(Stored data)
= = =

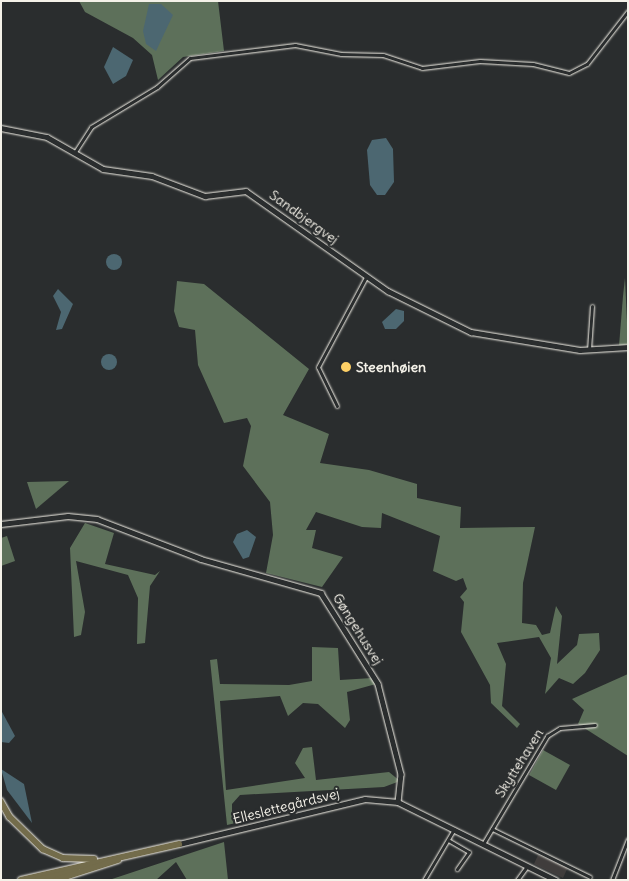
<!DOCTYPE html>
<meta charset="utf-8">
<style>
body{margin:0}
#map{position:relative;width:629px;height:881px;overflow:hidden;background:#2a2d2e;font-family:Delius,sans-serif}
div>[style]{position:absolute}
[style*='--x']{left:calc(var(--x)*1px);top:calc(var(--y)*1px);width:calc(var(--w)*1px);rotate:calc(var(--a)*1deg)}
.built>*{inset:0;background:#403d3c}
.green>*{inset:0;background:#5d705a}
.water>*{inset:0;background:#4c6771}
.round{border-radius:50%}
.roads{filter:drop-shadow(0 0 1px #f4f1e8) drop-shadow(0 0 1px #f4f1e8)}
.street>*{height:3px;margin:-1.5px;padding:0 1.5px;transform-origin:1.5px;border-radius:1.5px;background:#2a2d2e}
.secondary>*{height:4.5px;margin:-2.25px;padding:0 2.25px;transform-origin:2.25px;border-radius:2.25px;background:#2a2d2e}
.highway>*{height:5.5px;margin:-2.75px;padding:0 2.75px;transform-origin:2.75px;border-radius:2.75px;background:#736c4b}
.dots>*{width:14px;height:14px;translate:-50% -50%;box-sizing:border-box;border:2px solid #2a2d2e;border-radius:50%}
span{translate:-50% -50%;white-space:nowrap;text-align:center;line-height:1.15;-webkit-text-stroke:4.5px #2a2d2e;paint-order:stroke}
.street-label{font-size:14px;color:#f4f1e8}
.poi-label{font-size:14px;color:#f4f1e8;font-weight:700}
.left{translate:0 -50%;text-align:left}
.frame{position:absolute;inset:0;border:2px solid #f4f1e8;pointer-events:none}
</style>
<div id="map">
<div class="built">
<i style="clip-path:polygon(538px 855px,568px 867px,563px 878px,534px 864px)"></i>
</div>
<div class="green">
<i style="clip-path:polygon(79px 1px,218px 1px,224px 51px,183px 57px,158px 80px,152px 55px,133px 38px,85px 12px)"></i>
<i style="clip-path:polygon(625px 278px,628px 344px,619px 346px,623px 296px)"></i>
<i style="clip-path:polygon(177px 281px,204px 284px,309px 369px,283px 415px,329px 434px,320px 463px,369px 470px,417px 484px,417px 498px,461px 507px,460px 528px,535px 527px,523px 583px,522px 623px,536px 625px,542px 635px,550px 633px,556px 606px,562px 616px,557px 664px,577px 645px,579px 634px,599px 633px,600px 650px,585px 673px,573px 684px,559px 678px,545px 694px,551px 658px,539px 637px,497px 643px,506px 664px,502px 706px,520px 724px,517px 728px,491px 703px,490px 685px,461px 632px,464px 602px,460px 597px,467px 589px,463px 578px,456px 581px,433px 571px,440px 536px,382px 513px,381px 528px,362px 527px,316px 512px,306px 530px,316px 530px,312px 548px,343px 557px,322px 587px,266px 573px,273px 535px,270px 502px,243px 466px,251px 426px,247px 418px,224px 423px,198px 365px,195px 330px,179px 327px,174px 311px)"></i>
<i style="clip-path:polygon(69px 481px,36px 509px,27px 482px)"></i>
<i style="clip-path:polygon(85px 523px,114px 533px,105px 564px,155px 575px,160px 571px,150px 586px,145px 643px,137px 644px,138px 598px,128px 575px,76px 561px,85px 612px,81px 635px,74px 637px,70px 548px)"></i>
<i style="clip-path:polygon(7px 536px,15px 561px,1px 566px,1px 538px)"></i>
<i style="clip-path:polygon(312px 647px,338px 648px,340px 680px,372px 678px,376px 684px,347px 692px,350px 720px,345px 728px,318px 704px,303px 703px,288px 716px,280px 696px,220px 701px,226px 790px,305px 778px,295px 763px,303px 748px,312px 747px,316px 780px,389px 772px,400px 781px,384px 787px,240px 795px,232px 804px,232px 815px,238px 819px,273px 810px,276px 814px,227px 825px,210px 660px,217px 659px,220px 684px,289px 685px,312px 681px)"></i>
<i style="clip-path:polygon(628px 674px,628px 756px,578px 724px,584px 710px,572px 699px)"></i>
<i style="clip-path:polygon(543px 750px,570px 765px,556px 790px,529px 775px)"></i>
<i style="clip-path:polygon(224px 842px,228px 880px,187px 880px,176px 862px,156px 880px,109px 880px)"></i>
</div>
<div class="water">
<i style="clip-path:polygon(149px 4px,161px 4px,173px 15px,156px 51px,146px 44px,143px 31px)"></i>
<i style="clip-path:polygon(113px 47px,133px 60px,126px 76px,113px 84px,104px 67px)"></i>
<i style="clip-path:polygon(386px 138px,393px 149px,394px 182px,385px 195px,377px 195px,370px 185px,367px 150px,372px 140px)"></i>
<i class="round" style="left:106px;top:254px;width:16px;height:16px"></i>
<i style="clip-path:polygon(58px 289px,73px 304px,62px 329px,56px 330px,61px 312px,53px 296px)"></i>
<i style="clip-path:polygon(396px 309px,404px 311px,404px 321px,396px 329px,385px 329px,382px 322px)"></i>
<i class="round" style="left:101px;top:354px;width:16px;height:16px"></i>
<i style="clip-path:polygon(247px 530px,256px 537px,249px 557px,243px 559px,233px 542px,237px 534px)"></i>
<i style="clip-path:polygon(1px 710px,15px 736px,9px 743px,1px 742px)"></i>
<i style="clip-path:polygon(1px 769px,24px 784px,32px 823px,7px 790px)"></i>
</div>
<div class="roads">
<div class="street">
<i style="--x:75;--y:152;--w:30;--a:-57"></i>
<i style="--x:91;--y:127;--w:77;--a:-31.2"></i>
<i style="--x:157;--y:87;--w:44;--a:-41.3"></i>
<i style="--x:190;--y:58;--w:106;--a:-7.1"></i>
<i style="--x:295;--y:45;--w:47;--a:11.1"></i>
<i style="--x:341;--y:54;--w:42;--a:1.4"></i>
<i style="--x:383;--y:55;--w:41;--a:18.4"></i>
<i style="--x:422;--y:68;--w:58;--a:-6.9"></i>
<i style="--x:480;--y:61;--w:53;--a:3.2"></i>
<i style="--x:533;--y:64;--w:37;--a:14"></i>
<i style="--x:569;--y:73;--w:20;--a:-27"></i>
<i style="--x:587;--y:64;--w:67;--a:-52.3"></i>
<i style="--x:589;--y:350;--w:44;--a:-86.1"></i>
<i style="--x:337;--y:406;--w:43;--a:-116"></i>
<i style="--x:318;--y:367;--w:102;--a:-61.9"></i>
<i style="--x:492;--y:829;--w:109;--a:26.1"></i>
<i style="--x:448;--y:840;--w:24;--a:30"></i>
<i style="--x:469;--y:852;--w:21;--a:125"></i>
<i style="--x:483;--y:844;--w:126;--a:-59.3"></i>
<i style="--x:547;--y:736;--w:15;--a:-32"></i>
<i style="--x:560;--y:728;--w:35;--a:-5"></i>
<i style="--x:424;--y:880;--w:59;--a:-59.5"></i>
<i style="--x:517;--y:880;--w:17;--a:-54"></i>
<i style="--x:612;--y:880;--w:44;--a:-68.7"></i>
</div>
<div class="secondary">
<i style="--x:1;--y:128;--w:47;--a:11.1"></i>
<i style="--x:47;--y:137;--w:64;--a:29.7"></i>
<i style="--x:103;--y:169;--w:49;--a:8.1"></i>
<i style="--x:152;--y:176;--w:57;--a:20.7"></i>
<i style="--x:205;--y:196;--w:41;--a:-7"></i>
<i style="--x:246;--y:191;--w:174;--a:35.2"></i>
<i style="--x:388;--y:291;--w:93;--a:26.3"></i>
<i style="--x:471;--y:332;--w:110;--a:9.4"></i>
<i style="--x:580;--y:350;--w:48;--a:-3.6"></i>
<i style="--x:1;--y:524;--w:67;--a:-6.8"></i>
<i style="--x:68;--y:516;--w:29;--a:6"></i>
<i style="--x:97;--y:519;--w:111;--a:21"></i>
<i style="--x:201;--y:559;--w:125;--a:15.8"></i>
<i style="--x:321;--y:593;--w:107;--a:57.9"></i>
<i style="--x:378;--y:684;--w:93;--a:75.7"></i>
<i style="--x:401;--y:774;--w:28;--a:96"></i>
<i style="--x:398;--y:802;--w:176;--a:26.3"></i>
<i style="--x:179;--y:844;--w:191;--a:-13.6"></i>
<i style="--x:365;--y:799;--w:33;--a:5"></i>
</div>
<div class="highway">
<i style="--x:1;--y:801;--w:18;--a:61"></i>
<i style="--x:10;--y:817;--w:46;--a:44.1"></i>
<i style="--x:43;--y:849;--w:22;--a:24"></i>
<i style="--x:63;--y:858;--w:31;--a:2"></i>
<i style="--x:21;--y:880;--w:162;--a:-12.8"></i>
<i style="--x:38;--y:880;--w:39;--a:-13"></i>
<i style="--x:56;--y:880;--w:65;--a:-17.9"></i>
</div>
</div>
<div class="dots">
<i style="left:346px;top:367px;background:#ffd166"></i>
</div>
<div class="street-label">
<span style="left:304px;top:217px;rotate:36deg">Sandbjergvej</span>
<span style="left:358px;top:629px;rotate:58deg">Gøngehusvej</span>
<span style="left:519px;top:763px;rotate:-58deg">Skyttehaven</span>
<span style="left:286px;top:806px;rotate:-14deg">Elleslettegårdsvej</span>
</div>
<div class="poi-label">
<span class="left" style="left:356px;top:367px">Steenhøien</span>
</div>
<div class="frame"></div>
</div>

= = =

In the entries above, find each line containing the string "roads" and copy it.

.roads{filter:drop-shadow(0 0 1px #f4f1e8) drop-shadow(0 0 1px #f4f1e8)}
<div class="roads">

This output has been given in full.